Each of these options is developed below.

Transforming to a disk_filelist format

Out of the box, VISSL supports any dataset following the disk_filelist format:

/path/to/dataset/
    train_images.npy
    train_labels.npy
    val_images.npy
    val_labels.npy

Note

The name and number of partitions may differ: you can for instance create 3 different partitions for train/val/test.

The *_images.npy files should contain the path to the images, one path for each sample, while the *_labels.npy files should contain the corresponding labels.
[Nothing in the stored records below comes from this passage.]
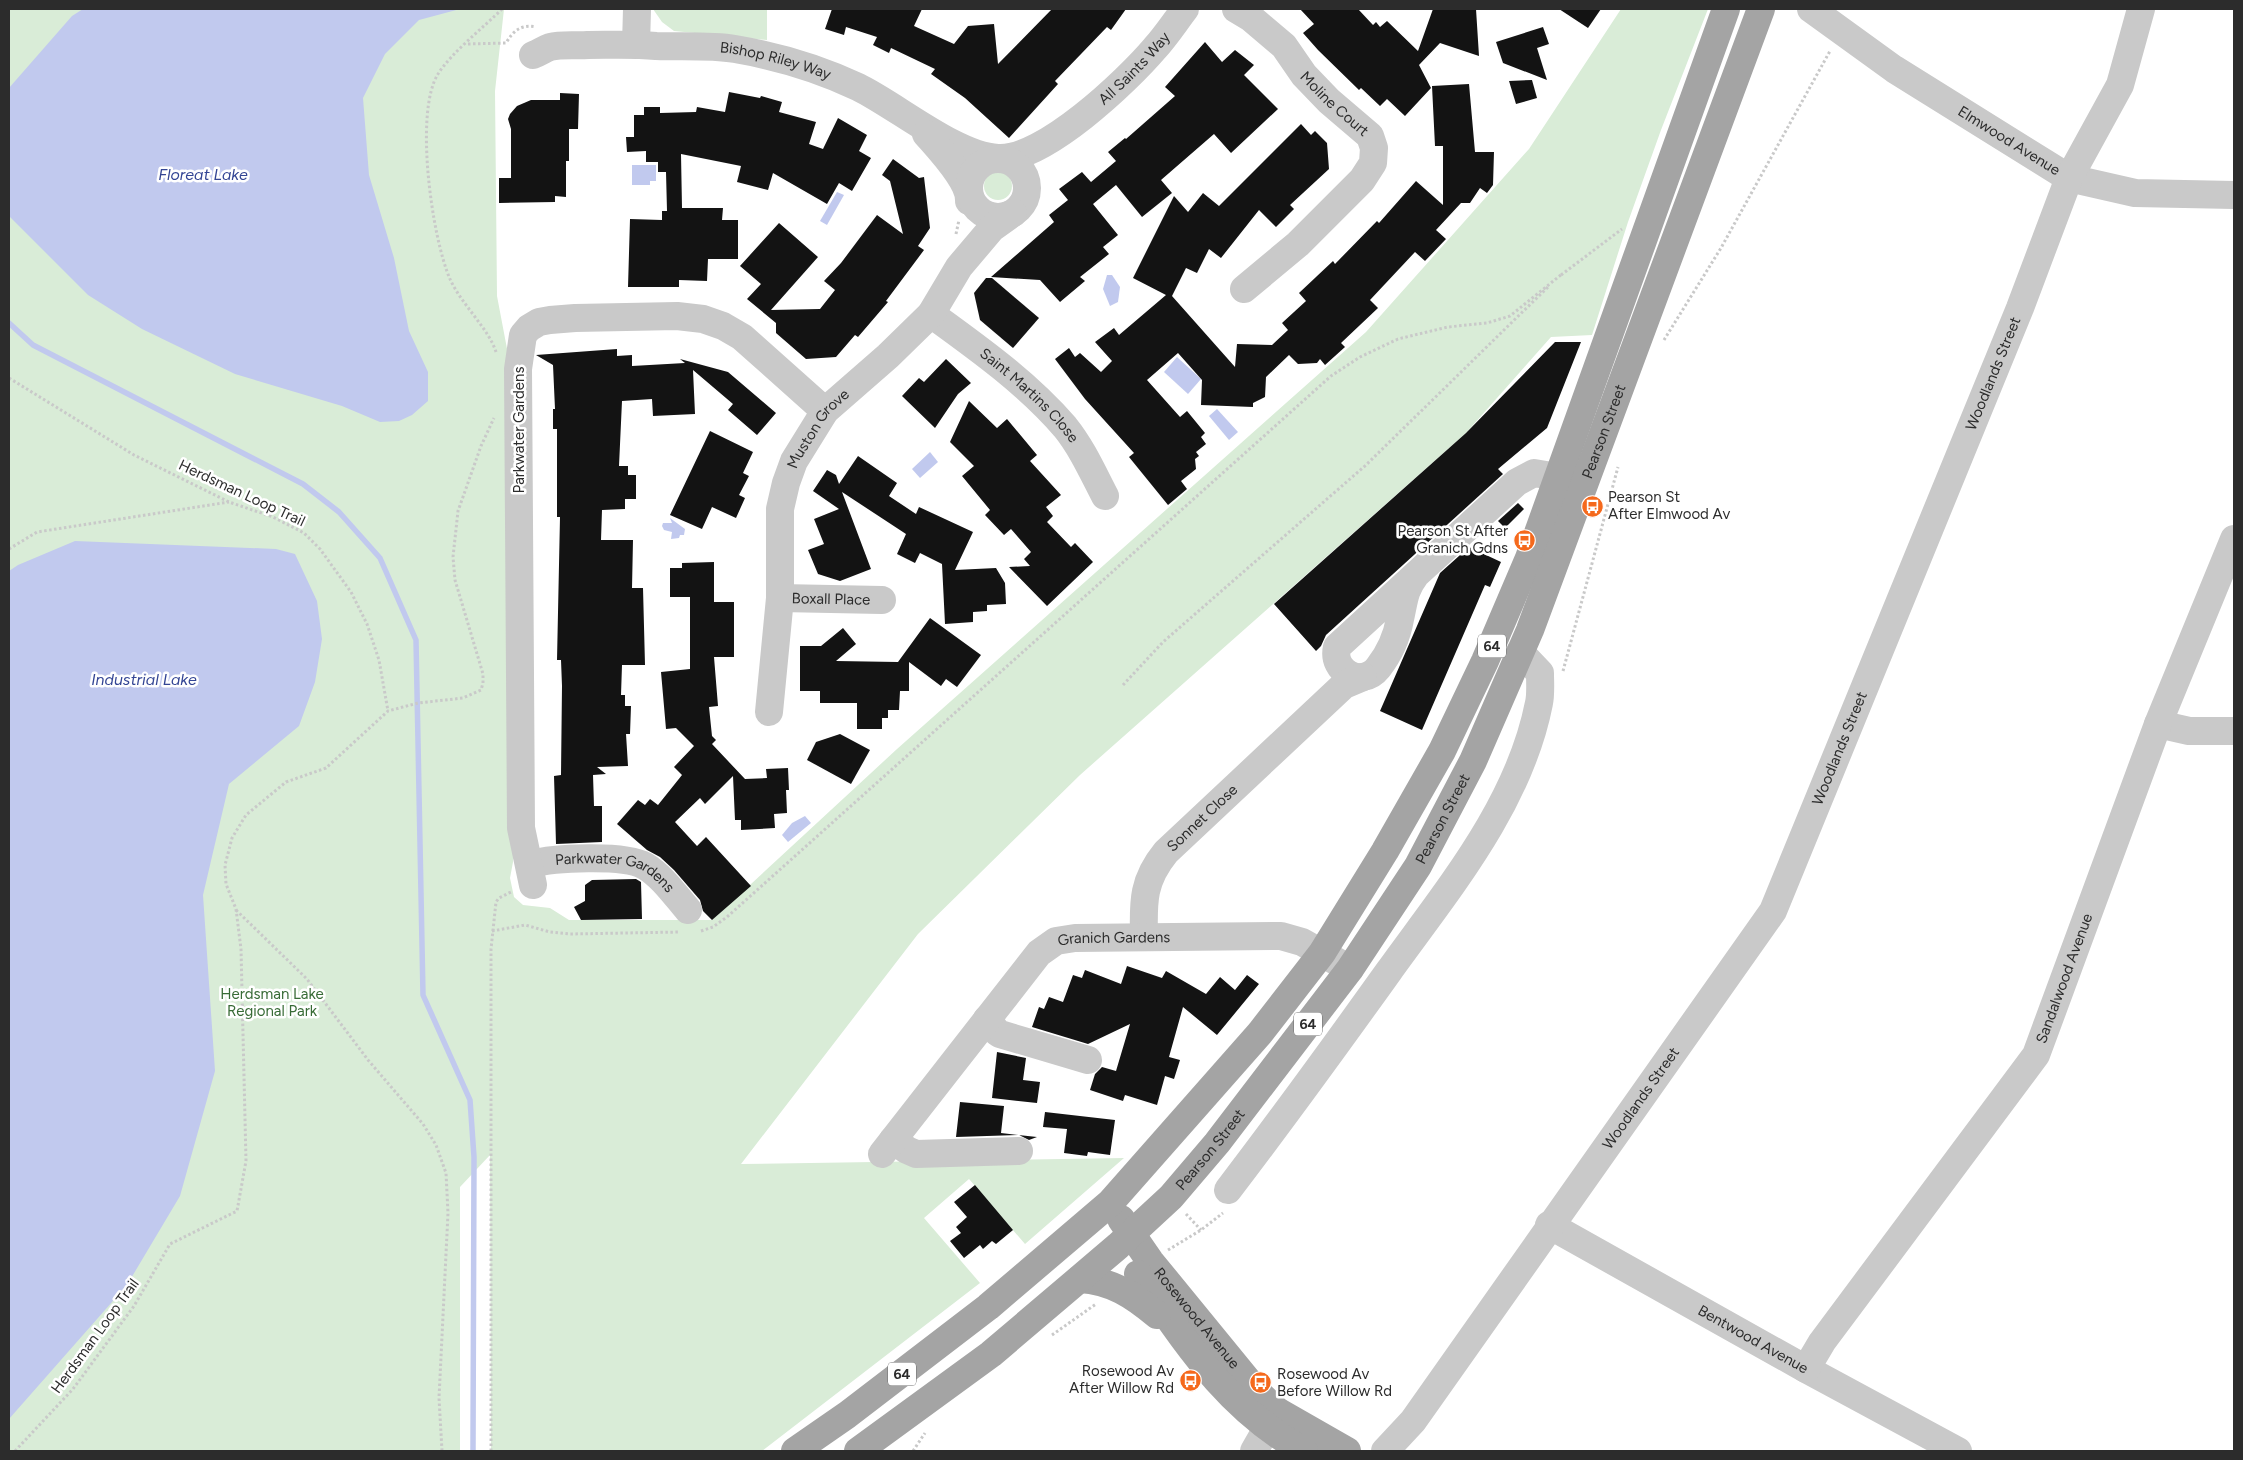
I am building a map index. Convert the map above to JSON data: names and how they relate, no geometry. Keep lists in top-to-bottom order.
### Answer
{
  "streets": {
    "main road": ["Pearson Street", "64", "Rosewood Avenue"],
    "street": [
      "Bishop Riley Way",
      "All Saints Way",
      "Moline Court",
      "Elmwood Avenue",
      "Woodlands Street",
      "Saint Martins Close",
      "Parkwater Gardens",
      "Muston Grove",
      "Boxall Place",
      "Sonnet Close",
      "Granich Gardens",
      "Sandalwood Avenue",
      "Bentwood Avenue"
    ],
    "path": ["Herdsman Loop Trail"]
  },
  "crossings": [
    ["Bishop Riley Way", "Muston Grove"],
    ["Elmwood Avenue", "Woodlands Street"],
    ["Woodlands Street", "Bentwood Avenue"],
    ["Saint Martins Close", "Muston Grove"],
    ["Parkwater Gardens", "Muston Grove"],
    ["Muston Grove", "Boxall Place"],
    ["Pearson Street", "Granich Gardens"],
    ["Pearson Street", "Rosewood Avenue"],
    ["Sonnet Close", "Granich Gardens"],
    ["Sandalwood Avenue", "Bentwood Avenue"]
  ],
  "water": ["Floreat Lake", "Industrial Lake"],
  "parks": ["Herdsman Lake Regional Park"],
  "places": {
    "bus stop": [
      "Pearson St After Elmwood Av",
      "Pearson St After Granich Gdns",
      "Rosewood Av After Willow Rd",
      "Rosewood Av Before Willow Rd"
    ]
  }
}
There are two formats supported for the labels: either integers (from 0 to N-1 for N classes) or strings.

Once a disk_filelist dataset is made available at path /path/to/dataset, plugging the dataset in the library is a simple two step process:

  1. add the paths to the “dataset_catalog.json” registry of dataset

"my_dataset_filelist": {
    "train": ["/path/to/dataset/train_images.npy", "/path/to/dataset/train_labels.npy"],
    "val": ["/path/to/dataset/val_images.npy", "/path/to/dataset/val_labels.npy"],
},
  1. reference the new dataset in a configuration file:

config:
  DATA:
    TRAIN:
      DATA_SOURCES: [disk_filelist]
      LABEL_SOURCES: [disk_filelist]
      DATASET_NAMES: [my_dataset_filelist]
      ...
    TEST:
      DATA_SOURCES: [disk_filelist]
      LABEL_SOURCES: [disk_filelist]
      DATASET_NAMES: [my_dataset_filelist]
      ...

Some examples of scripts transforming existing data sources to the disk_filelist format can be found in the extra_script folder. For example, create_clever_count_data_files.py creates a new classification dataset from the CLEVR dataset, in which the goal is to count the number of object in the scene.

Please refer to the documentation available here to get more information all the available data preparation scripts.
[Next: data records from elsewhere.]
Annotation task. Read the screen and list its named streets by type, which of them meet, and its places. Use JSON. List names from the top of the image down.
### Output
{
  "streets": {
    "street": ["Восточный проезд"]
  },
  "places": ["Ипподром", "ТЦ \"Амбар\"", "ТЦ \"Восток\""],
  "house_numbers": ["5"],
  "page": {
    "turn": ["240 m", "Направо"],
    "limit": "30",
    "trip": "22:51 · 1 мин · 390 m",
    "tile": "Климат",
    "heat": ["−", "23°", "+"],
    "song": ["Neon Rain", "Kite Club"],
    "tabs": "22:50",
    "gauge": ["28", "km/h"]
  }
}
Transforming to a disk_folder format

Out of the box, VISSL also supports any dataset following the disk_folder format:

/path/to/dataset/
  train/
    class1/
        a.jpg
        b.jpg
        ...
    class2/
        c.jpg
        ...
  val/
    class1/
        d.jpg
        e.jpg
        ...
    class2/
        f.jpg
        ...

This format requires to copy the images, which might take more disk space than the disk_filelist format, but is nevertheless the best option in many cases.

In particular, if the original dataset does not allow us to reference image paths (it might be a video dataset or a custom binary format), the disk_filelist is not an option anymore and disk_folder might be the best option.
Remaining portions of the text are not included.